Ja, das mag sein, aber ich bin mir nicht ganz sicher, ob das vielleicht auch "abgeschaltet" wird, wenn Du "Dokumente mit dem eigenen Stylesheet" formatierst, ...

redlama


----------



## Sven Mintel (3. März 2005)

Beim Netscape4 geht es recht einfach.... "Javascript deaktivieren"


----------



## redlama (3. März 2005)

Sven Mintel hat gesagt.:
			
		

> Beim Netscape4 geht es recht einfach.... "Javascript deaktivieren"


JavaScript deaktivieren?
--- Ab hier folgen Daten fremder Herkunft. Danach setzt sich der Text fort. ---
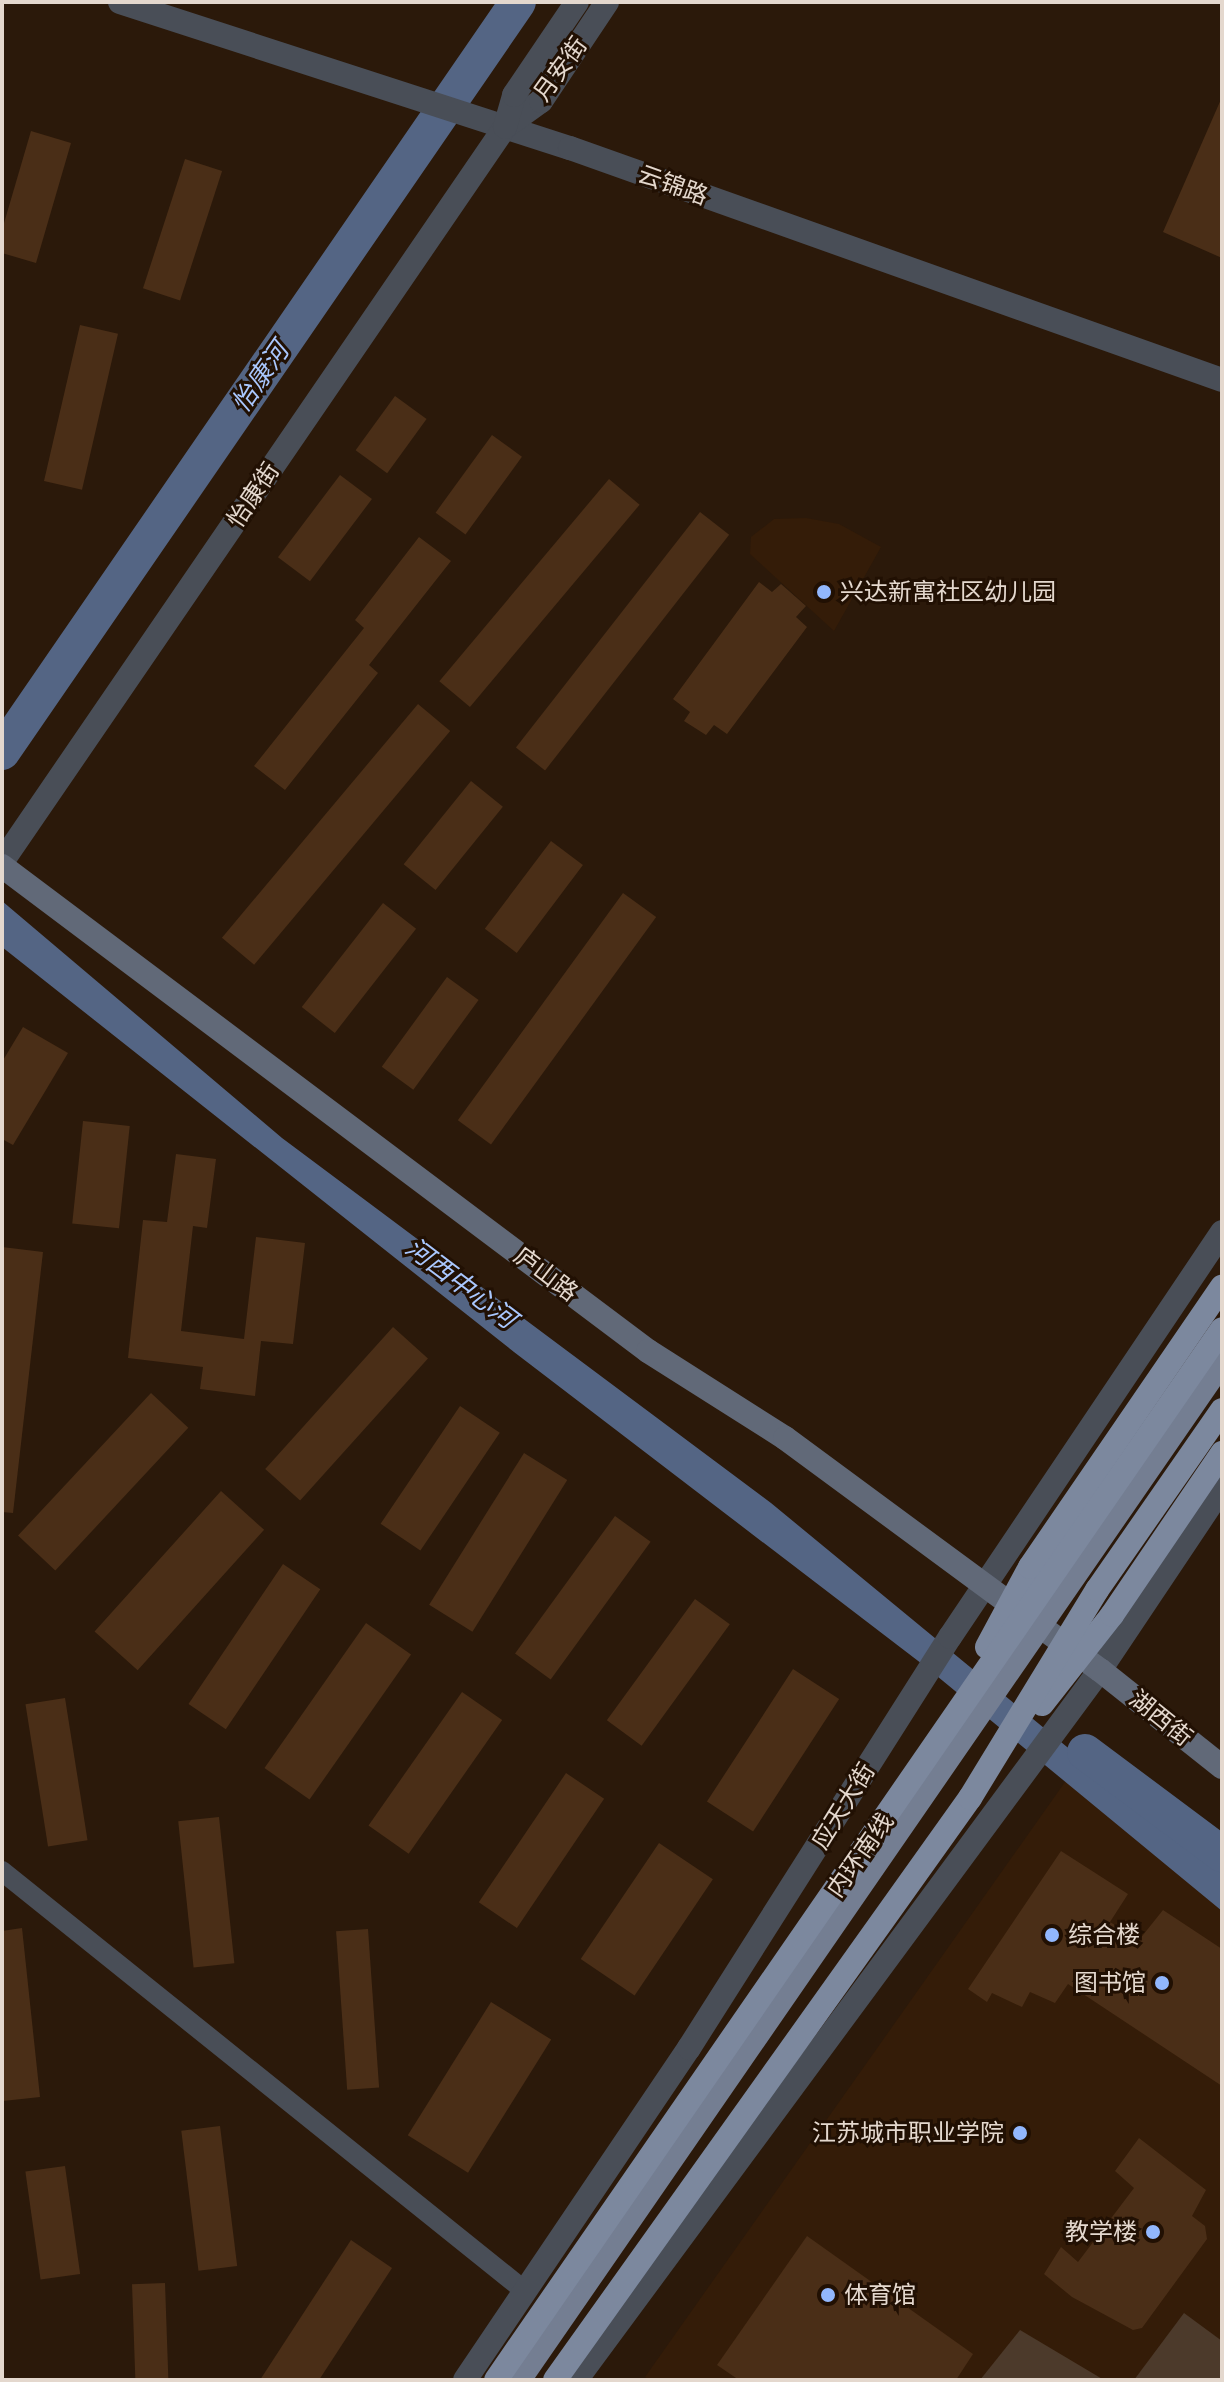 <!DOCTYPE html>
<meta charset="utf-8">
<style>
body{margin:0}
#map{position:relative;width:1224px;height:2382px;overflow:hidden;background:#2b190a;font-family:"PT Serif","Noto Sans SC",serif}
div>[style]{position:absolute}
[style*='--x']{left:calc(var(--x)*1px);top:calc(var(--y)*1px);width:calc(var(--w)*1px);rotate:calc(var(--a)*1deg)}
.built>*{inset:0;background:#341c08}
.green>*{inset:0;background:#4c3a2b}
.water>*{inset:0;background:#546584}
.river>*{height:36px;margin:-18px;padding:0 18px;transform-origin:18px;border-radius:18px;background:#546584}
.building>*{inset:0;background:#4a2e17;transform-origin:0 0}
.minor>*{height:20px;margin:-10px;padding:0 10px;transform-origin:10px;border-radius:10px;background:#494e57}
.tertiary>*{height:24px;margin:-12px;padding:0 12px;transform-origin:12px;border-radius:12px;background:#494e57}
.secondary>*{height:24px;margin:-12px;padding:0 12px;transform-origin:12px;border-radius:12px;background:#616978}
.primary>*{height:24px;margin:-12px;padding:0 12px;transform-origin:12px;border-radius:12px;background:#747e92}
.trunk-bridge>*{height:24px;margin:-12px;padding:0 12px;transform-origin:12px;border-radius:12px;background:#7c889e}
.dots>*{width:22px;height:22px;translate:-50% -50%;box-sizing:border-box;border:4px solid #211003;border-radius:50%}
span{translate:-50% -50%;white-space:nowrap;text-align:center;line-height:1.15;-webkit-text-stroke:6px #211003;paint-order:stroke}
.street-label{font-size:24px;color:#e4d8ce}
.poi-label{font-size:24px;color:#e4d8ce}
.left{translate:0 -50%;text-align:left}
.right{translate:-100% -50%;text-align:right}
.water-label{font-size:26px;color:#a9c7fe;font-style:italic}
.frame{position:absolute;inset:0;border:4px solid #e4d8ce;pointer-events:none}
</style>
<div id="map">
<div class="built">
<div style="clip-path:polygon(806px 518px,839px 524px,881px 547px,834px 631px,750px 554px,751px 537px,774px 519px)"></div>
<div style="clip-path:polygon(1077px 1765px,1222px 1888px,1222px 2380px,649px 2380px,645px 2377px)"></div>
</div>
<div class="green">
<div style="clip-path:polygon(1184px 2313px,1222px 2341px,1222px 2380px,1134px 2380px)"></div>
<div style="clip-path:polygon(1020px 2330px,1104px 2380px,980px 2380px)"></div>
</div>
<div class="water">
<div style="clip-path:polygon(2px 901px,282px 1138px,771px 1503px,1095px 1770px,1222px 1867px,1222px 1911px,926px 1667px,514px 1352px,2px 947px)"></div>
</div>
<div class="river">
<div style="--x:2;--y:752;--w:910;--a:-55.47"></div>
<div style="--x:1085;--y:1752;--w:171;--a:36.7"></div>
</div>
<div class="building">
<div style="clip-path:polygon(1222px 97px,1222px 258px,1163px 232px)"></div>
<div style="clip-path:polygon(31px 131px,71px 143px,36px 263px,2px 253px,2px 230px)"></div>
<div style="left:185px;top:159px;width:39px;height:136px;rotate:18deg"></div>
<div style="left:80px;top:325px;width:39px;height:160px;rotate:13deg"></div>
<div style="left:395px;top:396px;width:39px;height:67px;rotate:36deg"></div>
<div style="left:492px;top:435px;width:37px;height:96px;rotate:36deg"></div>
<div style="left:340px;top:475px;width:40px;height:103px;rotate:37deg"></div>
<div style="left:609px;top:479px;width:40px;height:264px;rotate:40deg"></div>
<div style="left:700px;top:512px;width:37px;height:299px;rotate:38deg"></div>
<div style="clip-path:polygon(419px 537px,451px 561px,369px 665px,378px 673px,285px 790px,254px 766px,364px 628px,355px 620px)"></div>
<div style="clip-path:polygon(759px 582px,772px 592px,781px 584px,806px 606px,796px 617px,807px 627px,727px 734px,714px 725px,706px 735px,684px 721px,690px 712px,673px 699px)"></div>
<div style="left:418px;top:704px;width:42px;height:305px;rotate:40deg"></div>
<div style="left:471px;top:781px;width:41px;height:107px;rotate:39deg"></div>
<div style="left:551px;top:841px;width:40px;height:110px;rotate:37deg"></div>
<div style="left:623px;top:893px;width:41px;height:281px;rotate:36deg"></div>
<div style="left:383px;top:903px;width:42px;height:132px;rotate:38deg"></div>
<div style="left:447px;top:977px;width:39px;height:111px;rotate:36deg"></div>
<div style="clip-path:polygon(23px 1027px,68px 1053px,13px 1145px,2px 1139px,2px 1062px)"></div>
<div style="left:83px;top:1121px;width:47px;height:103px;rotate:6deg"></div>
<div style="clip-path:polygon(176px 1154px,216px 1159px,207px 1228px,193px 1226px,181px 1331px,244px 1339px,256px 1237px,305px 1243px,293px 1344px,261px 1341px,255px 1396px,200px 1389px,203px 1367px,128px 1358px,143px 1220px,167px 1222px)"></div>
<div style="clip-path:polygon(2px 1247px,43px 1252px,13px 1513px,2px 1512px)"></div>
<div style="left:393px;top:1327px;width:47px;height:191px;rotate:42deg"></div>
<div style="left:151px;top:1393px;width:51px;height:195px;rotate:43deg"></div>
<div style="left:460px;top:1406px;width:48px;height:142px;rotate:34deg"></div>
<div style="left:524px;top:1453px;width:51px;height:179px;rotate:32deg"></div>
<div style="left:221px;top:1491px;width:58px;height:189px;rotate:42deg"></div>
<div style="left:615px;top:1516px;width:44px;height:170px;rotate:36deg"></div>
<div style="left:283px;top:1564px;width:45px;height:169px;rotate:34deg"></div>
<div style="left:695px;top:1599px;width:43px;height:150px;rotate:36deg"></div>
<div style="left:366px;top:1623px;width:55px;height:177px;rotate:35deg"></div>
<div style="left:793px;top:1669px;width:55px;height:158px;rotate:33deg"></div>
<div style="left:462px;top:1692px;width:49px;height:163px;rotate:35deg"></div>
<div style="left:65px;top:1698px;width:144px;height:40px;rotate:81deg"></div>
<div style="left:566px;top:1773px;width:46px;height:156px;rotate:34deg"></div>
<div style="left:219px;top:1817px;width:147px;height:41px;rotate:84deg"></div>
<div style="left:659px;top:1843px;width:65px;height:140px;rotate:34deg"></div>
<div style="clip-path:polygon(1061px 1851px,1128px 1894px,1110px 1922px,1139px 1940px,1163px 1910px,1222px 1949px,1222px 2086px,1068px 1984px,1055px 2003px,1030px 1992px,1022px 2007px,992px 1993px,987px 2002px,968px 1989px)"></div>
<div style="clip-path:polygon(22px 1928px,40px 2097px,3px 2101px,2px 1931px)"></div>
<div style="left:368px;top:1929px;width:159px;height:32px;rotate:86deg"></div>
<div style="left:491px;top:2002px;width:71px;height:157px;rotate:32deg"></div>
<div style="left:220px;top:2126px;width:141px;height:39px;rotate:83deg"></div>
<div style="clip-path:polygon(1139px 2138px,1206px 2190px,1192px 2216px,1205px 2226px,1207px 2239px,1142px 2328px,1133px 2330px,1072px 2297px,1044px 2274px,1061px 2247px,1078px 2262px,1134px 2188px,1115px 2171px)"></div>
<div style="left:65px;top:2166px;width:109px;height:40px;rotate:82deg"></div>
<div style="clip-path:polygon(807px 2236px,973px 2354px,956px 2380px,739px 2380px,717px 2365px)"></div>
<div style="clip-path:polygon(351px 2240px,392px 2268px,319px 2380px,260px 2380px)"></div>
<div style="left:165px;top:2283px;width:97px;height:33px;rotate:88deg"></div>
</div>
<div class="minor">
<div style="--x:2;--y:1871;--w:671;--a:38.77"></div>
</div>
<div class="tertiary">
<div style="--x:120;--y:2;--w:473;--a:18"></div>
<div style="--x:570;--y:148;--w:692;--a:19.59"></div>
<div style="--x:505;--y:127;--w:44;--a:-35.8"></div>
<div style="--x:541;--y:101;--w:119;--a:-56.3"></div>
<div style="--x:2;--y:862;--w:891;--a:-55.61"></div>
<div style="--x:505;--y:127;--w:33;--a:-74"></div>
<div style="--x:514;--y:95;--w:112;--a:-55.9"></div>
<div style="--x:465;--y:2380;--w:400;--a:-56"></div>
<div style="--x:689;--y:2048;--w:487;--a:-57.6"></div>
<div style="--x:950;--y:1637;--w:488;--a:-56.1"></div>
<div style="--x:576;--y:2380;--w:882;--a:-53.57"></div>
<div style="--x:1100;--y:1670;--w:219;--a:-56.2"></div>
</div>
<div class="secondary">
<div style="--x:2;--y:866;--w:808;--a:36.9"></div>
<div style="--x:648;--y:1351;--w:162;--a:32.4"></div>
<div style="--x:785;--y:1438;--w:391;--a:36.4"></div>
<div style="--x:1100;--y:1670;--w:156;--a:38.5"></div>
</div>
<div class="primary">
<div style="--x:519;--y:2380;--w:1237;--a:-55.37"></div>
</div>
<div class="trunk-bridge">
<div style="--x:987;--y:1647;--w:91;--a:-61.7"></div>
<div style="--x:1030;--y:1567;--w:340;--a:-55.6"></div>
<div style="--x:1042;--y:1704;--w:113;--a:-51.8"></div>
<div style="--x:1112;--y:1615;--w:196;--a:-55.8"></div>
<div style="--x:496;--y:2380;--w:1277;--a:-55.36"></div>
<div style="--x:555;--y:2380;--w:715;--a:-54.51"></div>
<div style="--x:970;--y:1798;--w:244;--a:-58.6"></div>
<div style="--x:1097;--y:1590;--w:219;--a:-55.2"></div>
</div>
<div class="dots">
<div style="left:824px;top:592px;background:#92b7fd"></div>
<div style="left:1052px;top:1935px;background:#92b7fd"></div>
<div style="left:1162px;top:1983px;background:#92b7fd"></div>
<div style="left:1020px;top:2133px;background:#92b7fd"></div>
<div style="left:1153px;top:2232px;background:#92b7fd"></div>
<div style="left:828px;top:2295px;background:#92b7fd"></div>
</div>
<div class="street-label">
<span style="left:560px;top:69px;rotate:-54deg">月安街</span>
<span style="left:673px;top:185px;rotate:20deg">云锦路</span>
<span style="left:253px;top:495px;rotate:-56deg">怡康街</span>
<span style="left:546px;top:1274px;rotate:37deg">庐山路</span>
<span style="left:1161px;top:1718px;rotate:39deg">湖西街</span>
<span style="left:843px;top:1806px;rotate:-58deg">应天大街</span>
<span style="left:860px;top:1855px;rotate:-55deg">内环南线</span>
</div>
<div class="poi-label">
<span class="left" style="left:840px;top:592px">兴达新寓社区幼儿园</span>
<span class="left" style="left:1068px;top:1935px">综合楼</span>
<span class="right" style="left:1146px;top:1983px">图书馆</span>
<span class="right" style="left:1004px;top:2133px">江苏城市职业学院</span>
<span class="right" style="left:1137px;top:2232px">教学楼</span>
<span class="left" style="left:844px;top:2295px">体育馆</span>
</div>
<div class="water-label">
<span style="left:260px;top:377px;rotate:-55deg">怡康河</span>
<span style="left:461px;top:1283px;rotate:37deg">河西中心河</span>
</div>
<div class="frame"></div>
</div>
Damit wird auch das CSS deaktiviert? :suspekt:
Nur im Netscape 4 oder auch in neueren Netscape Versionen?

redlama


----------



## drella (3. März 2005)

@Gumbo

Guter Tipp mit der WebDeveloperExtension. Hat aus jeden Fall geklappt...

Danke


----------



## Sven Mintel (3. März 2005)

redlama hat gesagt.:
			
		

> JavaScript deaktivieren? Damit wird auch das CSS deaktiviert? :suspekt:
> Nur im Netscape 4 oder auch in neueren Netscape Versionen?
> 
> redlama


Nur in Netscape 4(darunter vielleicht auch... damit hab ich aber nie zu tun gehabt).... da ist CSS an JS gekoppelt.
Googel mal nach "JSSS"(Javascript Style Sheets)... da bekommst du nähere Infos, falls es dich interessiert.


----------



## redlama (4. März 2005)

Danke für den Tipp, da werde ich mal suchen!
Stellt Euch mal vor, Ihr surft ohne JavaScript und somit auch ohne CSS, ...
Das wäre echt langweilig (und bei machen Seiten auch eine echte Zumutung)!  ^^

redlama


----------



## hpvw (4. März 2005)

redlama hat gesagt.:
			
		

> Danke für den Tipp, da werde ich mal suchen!
> Stellt Euch mal vor, Ihr surft ohne JavaScript und somit auch ohne CSS, ...
> Das wäre echt langweilig (und bei machen Seiten auch eine echte Zumutung)!  ^^
> 
> redlama


Du wirst lachen, einige Seiten sehen auf die Weise besser aus und sind besser zu benutzen, als mit CSS und JavaScript. Habe jetzt kein Beispiel, weil ich solche Seiten meist nur einmal besuche, wenn die Info auf die schnelle nirgendwo anders zu kriegen ist. Aber manchmal ist es hilfreich, wenn man eine grauenvolle Seite nicht sofort wegklickt.

Gruß hpvw


----------



## Sven Mintel (4. März 2005)

Ist doch eigentlich eine gute Sache, wenn eine Seite auch ohne CSS und JS noch benutzbar ist

Wenns ohne aber besser läuft als mit, ist irgendwas schief gelaufen


----------



## redlama (4. März 2005)

@hpvw & Sven: Ja, es ist wirklich gut, wenn eine seite auch ohne CSS und JS funktioniert.
Und es stimmt auch, dass einige Seiten ohne besser aussehen! ^^
Aber ich habe darauf zu achten, dass ein von uns betreutes Tourismus-Portal möglichst immer und überall "vernünftig", sprich mit alles CSS und Grafiken, angezeigt wird. 

redlama


----------



## hpvw (4. März 2005)

redlama hat gesagt.:
			
		

> Aber ich habe darauf zu achten, dass ein von uns betreutes Tourismus-Portal möglichst immer und überall "vernünftig", sprich mit alles CSS und Grafiken, angezeigt wird.


Wenn Du alt-Attribute verwendest, wird die Seite immer vernünftig, nämlich dem Browser und den Vorlieben des Users entsprechend, angezeigt, aber das weisst Du ja auch.
Das ich mal mein CSS abschalte wirst Du nicht verhindern können.
Wenn der Kunde explizit bestimmt, dass er weder Bilder, noch Formatierung will, sollte man ihm diesen Wunsch erfüllen. In einem guten Restaurant lässt man auf Wunsch des Gastes auch den Rosenkohl weg und in einem Hotel wird man dem Gast auch keine Blumen auf den Nachttisch stellen, wenn er das nicht wünscht obwohl es in dem betreffenden Hotel Standard ist (holla, die doppelte Verneinung, ich denke es ist klar, was ich meine).

Gruß hpvw


----------